I think good examples of "reckless enthusiasm" were the ACLS 
History (now Humanities) E-Book and Gutenberg-e projects that 
sprang from the fertile imagination of Robert Darnton, famous 
book historian, former Princeton history professor, and now 
Harvard librarian. While some of us on the advisory committee for 
these projects (like me and Ann Okerson) advised Bob that they 
likely would prove to be unsustainable economically beyond the 
term of the Mellon Foundation grants that gave birth to them, I 
think we are all glad they happened anyway because we have 
learned a great deal from them in their semi-failure. (I say 
"semi" because they both live on in attenuated form.)
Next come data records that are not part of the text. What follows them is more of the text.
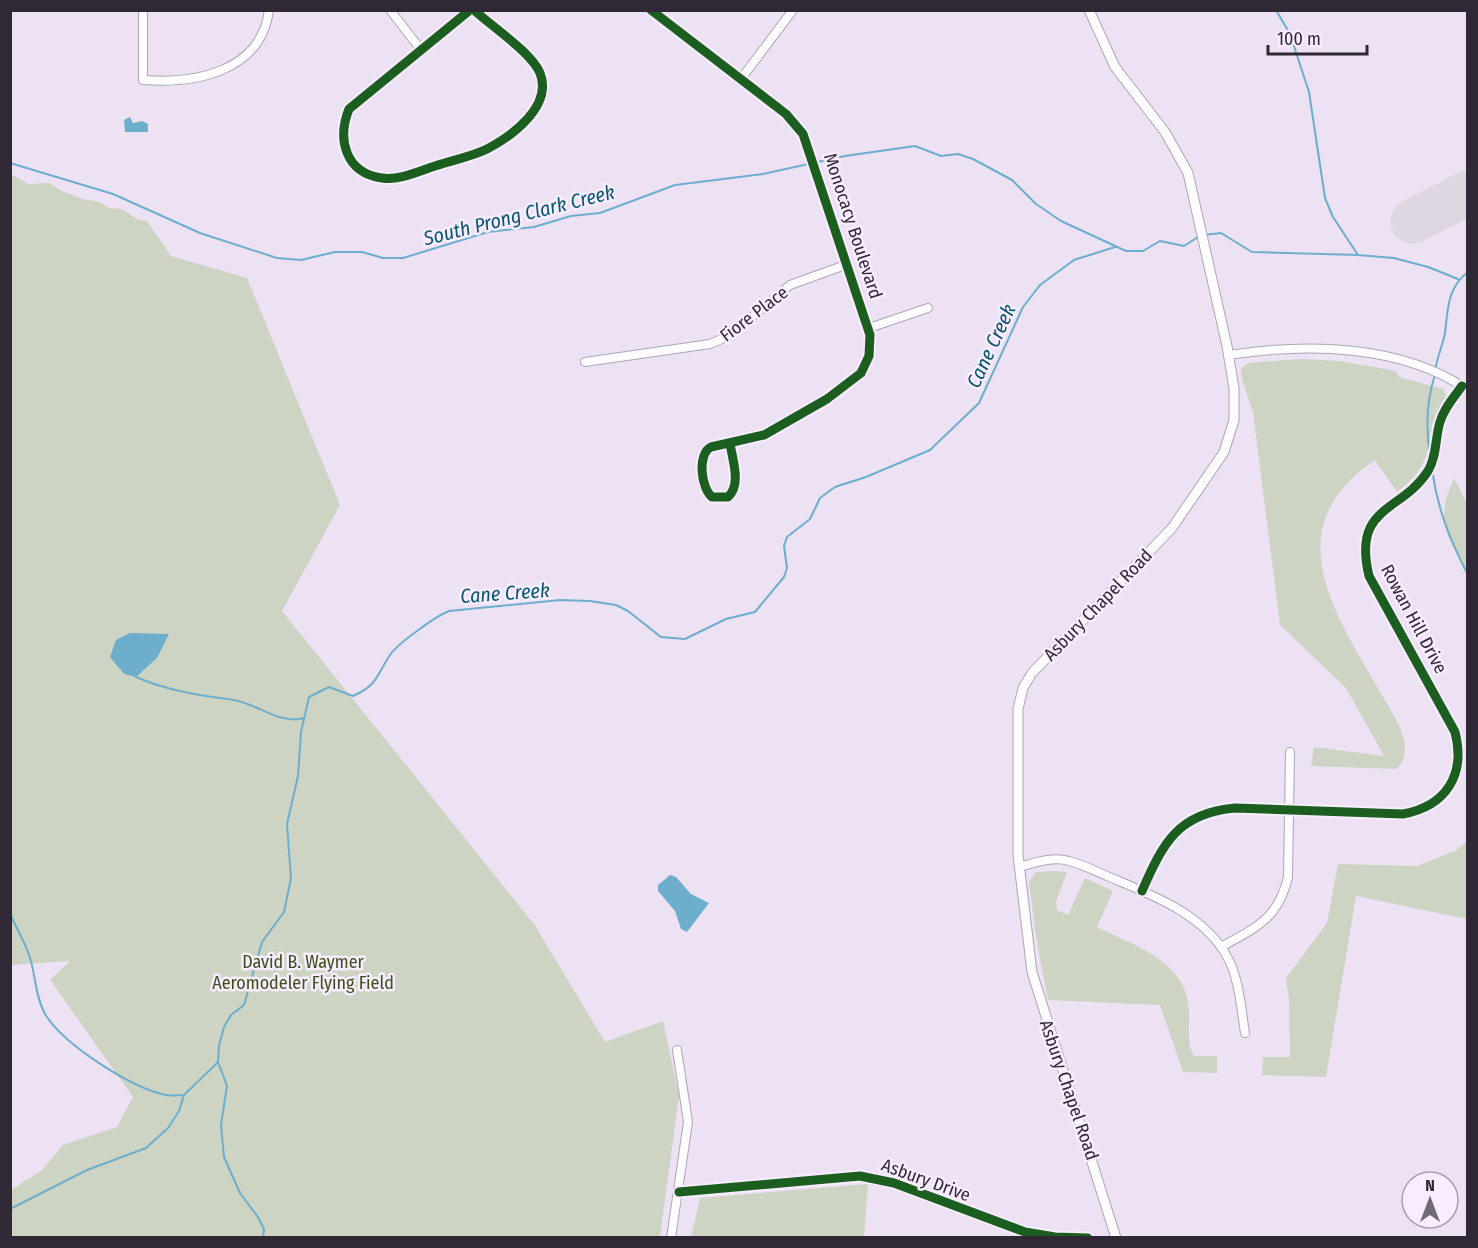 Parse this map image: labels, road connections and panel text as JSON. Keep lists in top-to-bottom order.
{
  "streets": {
    "main road": ["Asbury Chapel Road"],
    "street": [
      "Monocacy Boulevard",
      "Fiore Place",
      "Rowan Hill Drive",
      "Asbury Drive"
    ]
  },
  "crossings": [
    ["Monocacy Boulevard", "Fiore Place"]
  ],
  "water": ["South Prong Clark Creek", "Cane Creek"],
  "parks": ["David B. Waymer Aeromodeler Flying Field"],
  "scale_bar": "100 m",
  "north": "top"
}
I would add that, for university press publishing in particular, 
where capital is in very short supply for experimentation, it 
behooves most presses not to be the pioneers but to let the 
larger presses that can afford to do so, backed by foundation 
grants if need be, forge ahead with "reckless enthusiasm" and try 
out new things, which the smaller presses can then adopt, or not, 
once the concept has been proven and the bugs worked out.  Among 
such projects in the past couple of decades I would place in this 
category are the National Academies Press experiment with "open 
access" monograph publishing (which Michigan and Penn State are 
applying to humanities publishing), Project Muse at Johns 
Hopkins, and Chicago's launch of the BiblioVault (the last two 
also supported by Mellon).

So I'm all for "reckless enthusiasm" just so long as you have the
capital needed to take risks and still survive if you fail!

Sandy Thatcher
Penn State University Press



>I think this is the best "Joe Esposito piece" that I have read.
>Bernie Sloan
>
>--- On Sun, 1/3/10, Terry Ehling <ehling@cornell.edu> wrote:
>
>From: Terry Ehling <ehling@cornell.edu>
>Subject: In praise of reckless enthusiasm
>To: "liblicense-l@lists.yale.edu" <liblicense-l@lists.yale.edu>
>Date: Sunday, January 3, 2010, 7:04 PM
>
>Joe Esposito endorses unruly expectations and reckless
>enthusiasm:
>
>http://bit.ly/5DXw3p
>
>"It appears to be the rule that a reckless investment to preserve
>a practice or institution ultimately yields very little in the
>way of serendipitous outcomes, but crazy projects designed to
>bring new capacity on board may come to delight us all.
>
>"[M]y personal reckless enthusiasm: to build infrastructure that
>enables an unmediated, direct connection between scholars and
>scholarly materials. For example, there is a huge need for a new
>order of bibliographical records, which are transparent to
>end-users and easily integrated into machine-to-machine
>communications. Such records will be very expensive to create; no
>one knows how they will ultimately earn their keep."
>
>terry ehling
>scholarly communications strategist
>library information technologies
>project euclid | cornell university library


-- 
Sanford G. Thatcher
Executive Editor for Social Sciences and Humanities
Penn State University Press
8201 Edgewater Drive
Frisco, TX  75034-5514
e-mail: sgt3@psu.edu
Phone: (214) 705-9010
http://www.psupress.org

"If a book is worth reading, it is worth buying."-John Ruskin (1865)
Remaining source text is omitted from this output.